*WHAT YOU ARE ASKED TO DO*:
Everything from the first line of the entries through the line containing "translate:-50% -50%; white-space:nowrap;" is to be retyped exactly, and nothing beyond it.

*RECORDS TO USE*:
**********
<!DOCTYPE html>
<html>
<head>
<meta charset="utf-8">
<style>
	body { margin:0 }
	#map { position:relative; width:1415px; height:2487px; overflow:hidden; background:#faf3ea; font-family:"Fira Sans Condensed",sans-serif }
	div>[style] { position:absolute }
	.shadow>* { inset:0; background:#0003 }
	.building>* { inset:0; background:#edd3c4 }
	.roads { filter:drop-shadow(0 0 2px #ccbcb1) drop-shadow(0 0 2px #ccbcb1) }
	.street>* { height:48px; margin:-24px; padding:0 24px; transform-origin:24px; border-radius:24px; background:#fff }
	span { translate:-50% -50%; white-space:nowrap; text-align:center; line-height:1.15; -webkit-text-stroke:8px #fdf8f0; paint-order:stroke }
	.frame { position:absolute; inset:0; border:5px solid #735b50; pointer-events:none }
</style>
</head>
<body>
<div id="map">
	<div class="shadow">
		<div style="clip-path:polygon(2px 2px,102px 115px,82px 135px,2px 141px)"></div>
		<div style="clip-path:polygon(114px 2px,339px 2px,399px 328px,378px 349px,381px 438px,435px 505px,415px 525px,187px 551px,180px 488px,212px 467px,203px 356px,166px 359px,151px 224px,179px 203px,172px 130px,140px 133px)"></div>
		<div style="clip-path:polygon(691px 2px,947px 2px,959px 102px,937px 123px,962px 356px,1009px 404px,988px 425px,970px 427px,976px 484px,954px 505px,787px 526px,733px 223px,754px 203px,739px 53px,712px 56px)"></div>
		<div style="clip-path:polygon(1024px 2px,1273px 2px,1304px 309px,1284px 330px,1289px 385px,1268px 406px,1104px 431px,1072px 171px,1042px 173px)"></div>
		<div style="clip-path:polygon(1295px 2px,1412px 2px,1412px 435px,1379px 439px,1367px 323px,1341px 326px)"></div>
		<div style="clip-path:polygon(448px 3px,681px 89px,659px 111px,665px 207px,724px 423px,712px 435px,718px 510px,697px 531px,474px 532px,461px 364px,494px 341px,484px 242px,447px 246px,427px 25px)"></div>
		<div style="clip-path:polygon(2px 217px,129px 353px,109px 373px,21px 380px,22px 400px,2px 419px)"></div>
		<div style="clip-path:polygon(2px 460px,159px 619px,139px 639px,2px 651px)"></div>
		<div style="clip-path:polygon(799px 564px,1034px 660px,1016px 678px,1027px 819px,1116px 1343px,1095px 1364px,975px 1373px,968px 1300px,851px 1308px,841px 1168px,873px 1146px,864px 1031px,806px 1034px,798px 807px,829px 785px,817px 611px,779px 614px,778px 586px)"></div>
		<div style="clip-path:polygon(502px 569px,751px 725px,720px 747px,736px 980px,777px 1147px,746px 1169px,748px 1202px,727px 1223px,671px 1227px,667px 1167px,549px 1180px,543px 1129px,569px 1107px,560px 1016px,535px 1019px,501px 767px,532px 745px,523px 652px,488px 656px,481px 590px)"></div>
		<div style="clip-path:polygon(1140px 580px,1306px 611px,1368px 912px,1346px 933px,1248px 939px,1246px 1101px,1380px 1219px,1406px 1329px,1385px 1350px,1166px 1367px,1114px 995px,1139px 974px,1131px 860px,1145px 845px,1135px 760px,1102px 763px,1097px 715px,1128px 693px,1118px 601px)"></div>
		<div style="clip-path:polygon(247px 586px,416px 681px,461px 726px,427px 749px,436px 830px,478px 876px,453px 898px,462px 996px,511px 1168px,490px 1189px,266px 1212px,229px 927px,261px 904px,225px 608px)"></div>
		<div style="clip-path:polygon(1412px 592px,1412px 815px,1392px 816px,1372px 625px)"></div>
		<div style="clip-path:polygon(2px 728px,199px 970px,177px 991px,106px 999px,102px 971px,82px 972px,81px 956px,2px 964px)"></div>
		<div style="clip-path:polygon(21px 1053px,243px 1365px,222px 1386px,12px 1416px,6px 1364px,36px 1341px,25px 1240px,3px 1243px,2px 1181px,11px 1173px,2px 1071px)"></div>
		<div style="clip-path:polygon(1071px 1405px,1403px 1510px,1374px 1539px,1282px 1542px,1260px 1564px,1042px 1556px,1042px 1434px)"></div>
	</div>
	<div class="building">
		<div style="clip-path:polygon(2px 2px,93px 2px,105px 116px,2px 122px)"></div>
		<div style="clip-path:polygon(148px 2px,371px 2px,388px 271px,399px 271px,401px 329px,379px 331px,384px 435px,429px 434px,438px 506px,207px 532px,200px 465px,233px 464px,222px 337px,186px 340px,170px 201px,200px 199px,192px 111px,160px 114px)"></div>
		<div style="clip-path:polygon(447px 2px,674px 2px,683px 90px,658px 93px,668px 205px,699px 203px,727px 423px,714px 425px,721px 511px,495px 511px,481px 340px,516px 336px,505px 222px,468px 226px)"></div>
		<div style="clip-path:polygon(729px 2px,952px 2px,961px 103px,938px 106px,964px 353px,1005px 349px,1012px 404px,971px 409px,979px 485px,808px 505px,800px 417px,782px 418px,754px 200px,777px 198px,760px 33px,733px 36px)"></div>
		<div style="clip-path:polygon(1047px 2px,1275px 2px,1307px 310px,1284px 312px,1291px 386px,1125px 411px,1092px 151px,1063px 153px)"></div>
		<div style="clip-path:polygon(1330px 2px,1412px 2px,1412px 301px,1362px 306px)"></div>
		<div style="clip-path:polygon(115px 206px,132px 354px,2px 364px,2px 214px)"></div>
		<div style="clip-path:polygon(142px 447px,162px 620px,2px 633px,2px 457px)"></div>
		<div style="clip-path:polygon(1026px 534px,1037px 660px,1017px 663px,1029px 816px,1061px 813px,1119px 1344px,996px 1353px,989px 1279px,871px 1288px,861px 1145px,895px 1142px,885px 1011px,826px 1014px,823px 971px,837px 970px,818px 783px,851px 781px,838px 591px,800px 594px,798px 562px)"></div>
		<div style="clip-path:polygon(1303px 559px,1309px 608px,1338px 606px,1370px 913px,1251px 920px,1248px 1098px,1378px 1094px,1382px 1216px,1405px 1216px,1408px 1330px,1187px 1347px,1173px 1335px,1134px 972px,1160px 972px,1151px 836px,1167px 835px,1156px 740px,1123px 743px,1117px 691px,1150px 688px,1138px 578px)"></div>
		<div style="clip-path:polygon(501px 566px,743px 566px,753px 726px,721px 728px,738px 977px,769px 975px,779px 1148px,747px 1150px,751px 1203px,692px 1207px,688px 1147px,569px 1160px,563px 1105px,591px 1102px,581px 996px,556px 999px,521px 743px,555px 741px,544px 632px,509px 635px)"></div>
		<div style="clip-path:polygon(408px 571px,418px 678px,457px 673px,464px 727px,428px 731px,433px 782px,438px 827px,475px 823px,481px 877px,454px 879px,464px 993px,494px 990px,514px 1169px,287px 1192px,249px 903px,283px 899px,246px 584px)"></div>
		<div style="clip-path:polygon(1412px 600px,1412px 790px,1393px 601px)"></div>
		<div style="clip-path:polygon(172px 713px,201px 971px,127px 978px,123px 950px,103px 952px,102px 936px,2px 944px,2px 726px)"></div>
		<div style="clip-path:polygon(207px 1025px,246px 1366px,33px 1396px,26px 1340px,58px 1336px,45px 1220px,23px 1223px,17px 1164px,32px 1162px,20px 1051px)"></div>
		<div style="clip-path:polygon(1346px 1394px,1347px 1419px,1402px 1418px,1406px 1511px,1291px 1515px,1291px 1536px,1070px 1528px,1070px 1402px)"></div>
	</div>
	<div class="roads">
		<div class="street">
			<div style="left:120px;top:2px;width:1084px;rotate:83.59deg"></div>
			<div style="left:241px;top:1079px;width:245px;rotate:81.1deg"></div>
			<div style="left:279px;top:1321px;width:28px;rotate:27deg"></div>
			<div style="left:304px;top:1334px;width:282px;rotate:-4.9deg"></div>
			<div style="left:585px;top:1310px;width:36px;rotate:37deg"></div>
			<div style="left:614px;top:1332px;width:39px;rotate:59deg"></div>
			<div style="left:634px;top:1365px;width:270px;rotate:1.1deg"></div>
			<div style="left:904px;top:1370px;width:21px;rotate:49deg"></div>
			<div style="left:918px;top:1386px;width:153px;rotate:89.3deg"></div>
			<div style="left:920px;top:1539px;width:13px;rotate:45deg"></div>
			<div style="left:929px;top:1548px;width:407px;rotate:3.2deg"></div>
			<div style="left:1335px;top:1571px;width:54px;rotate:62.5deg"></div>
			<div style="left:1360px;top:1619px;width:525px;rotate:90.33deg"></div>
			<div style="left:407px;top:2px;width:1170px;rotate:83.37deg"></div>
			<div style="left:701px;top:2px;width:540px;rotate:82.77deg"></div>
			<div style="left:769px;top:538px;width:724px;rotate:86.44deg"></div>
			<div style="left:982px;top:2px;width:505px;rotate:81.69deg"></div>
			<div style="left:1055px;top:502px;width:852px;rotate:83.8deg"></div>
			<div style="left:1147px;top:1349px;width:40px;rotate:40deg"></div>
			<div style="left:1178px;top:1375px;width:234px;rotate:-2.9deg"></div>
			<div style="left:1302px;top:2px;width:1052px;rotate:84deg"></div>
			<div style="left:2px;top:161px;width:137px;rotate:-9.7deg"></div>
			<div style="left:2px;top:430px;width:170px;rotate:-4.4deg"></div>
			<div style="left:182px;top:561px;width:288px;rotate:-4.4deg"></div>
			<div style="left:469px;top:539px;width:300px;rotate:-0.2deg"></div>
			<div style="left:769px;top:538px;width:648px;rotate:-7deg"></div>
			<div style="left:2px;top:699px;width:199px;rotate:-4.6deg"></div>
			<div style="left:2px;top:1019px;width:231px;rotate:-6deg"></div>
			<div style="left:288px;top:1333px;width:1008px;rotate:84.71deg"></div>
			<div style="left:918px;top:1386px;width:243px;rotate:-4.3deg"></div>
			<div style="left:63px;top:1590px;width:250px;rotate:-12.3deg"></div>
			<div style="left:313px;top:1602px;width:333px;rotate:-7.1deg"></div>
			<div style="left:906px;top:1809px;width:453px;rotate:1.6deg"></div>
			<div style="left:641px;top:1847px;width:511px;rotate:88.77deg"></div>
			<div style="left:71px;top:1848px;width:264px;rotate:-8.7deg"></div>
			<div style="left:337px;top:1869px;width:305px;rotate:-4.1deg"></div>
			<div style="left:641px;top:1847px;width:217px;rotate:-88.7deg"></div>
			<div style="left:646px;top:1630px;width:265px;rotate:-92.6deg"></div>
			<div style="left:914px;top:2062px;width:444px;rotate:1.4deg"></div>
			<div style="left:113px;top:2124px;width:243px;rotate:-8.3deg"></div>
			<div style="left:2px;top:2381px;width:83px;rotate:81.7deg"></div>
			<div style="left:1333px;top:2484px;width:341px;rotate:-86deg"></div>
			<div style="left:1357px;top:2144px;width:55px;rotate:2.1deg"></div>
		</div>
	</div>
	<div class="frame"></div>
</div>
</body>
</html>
**********
*SOLUTION FOR THIS TASK*:
<!DOCTYPE html>
<html>
<head>
<meta charset="utf-8">
<style>
	body { margin:0 }
	#map { position:relative; width:1415px; height:2487px; overflow:hidden; background:#faf3ea; font-family:"Fira Sans Condensed",sans-serif }
	div>[style] { position:absolute }
	.shadow>* { inset:0; background:#0003 }
	.building>* { inset:0; background:#edd3c4 }
	.roads { filter:drop-shadow(0 0 2px #ccbcb1) drop-shadow(0 0 2px #ccbcb1) }
	.street>* { height:48px; margin:-24px; padding:0 24px; transform-origin:24px; border-radius:24px; background:#fff }
	span { translate:-50% -50%; white-space:nowrap; text-align:center; line-height:1.15; -webkit-text-stroke:8px #fdf8f0; paint-order:stroke }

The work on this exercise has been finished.